This year, I have a resolution 'to try new things', or really, 'things I should be doing as a normal human who wants to connect with her community and society'.
In theory, I value spontaneity and planning things, but in reality - I also really value sitting on my couch with a glass of wine and my current TV obsession.
In January, I decided to say "yes", and open myself up to some different experiences. I saw one of my favorite comedians, I went to an orchestra concert, I decided to listen to music that was outside of my usual preferred genres, I crossed a few films off my list I had been wanting to watch even though I was skeptical of if I'd enjoy them.
I prioritized my writing and began a piece I had been putting off for months. I read through some books carrying weights of dust on my shelf. I listened to The Moth and laughed and cried over the art of storytelling.

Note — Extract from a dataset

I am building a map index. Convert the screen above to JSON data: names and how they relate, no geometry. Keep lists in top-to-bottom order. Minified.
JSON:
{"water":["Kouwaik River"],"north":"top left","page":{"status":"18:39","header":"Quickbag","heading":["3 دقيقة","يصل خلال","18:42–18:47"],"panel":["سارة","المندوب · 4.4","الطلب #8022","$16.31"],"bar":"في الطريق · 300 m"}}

And it wasn't until I was sitting in the darkness of the orchestra concert that I began to weep, overwhelmed with the realization that I was depriving myself. What had I been missing? I had been so busy trying to work, clean my place, exercise, and schedule dinner with so-and-so, that I had truly forgotten to feed my soul. I had become so stagnant in my ways, just trying to survive, that I wasn't putting in an effort to experience new art and the things that make life worth living.
Thankfully, it is never too late. I bought tickets to another orchestra concert without hesitation and have decided to replace many of my monotonous evenings with things that will re-energize me in different ways.
Don't get me wrong either, the nights where you unwind with your favorite show and beverage/snack of choice are necessary. Resting and taking care of yourself is a must. But so is challenging your mind and creating. I don't want to forget to feed my soul anymore.
Support local artists and heal yourself with stories. Because in the end, that is really how we can get through the day.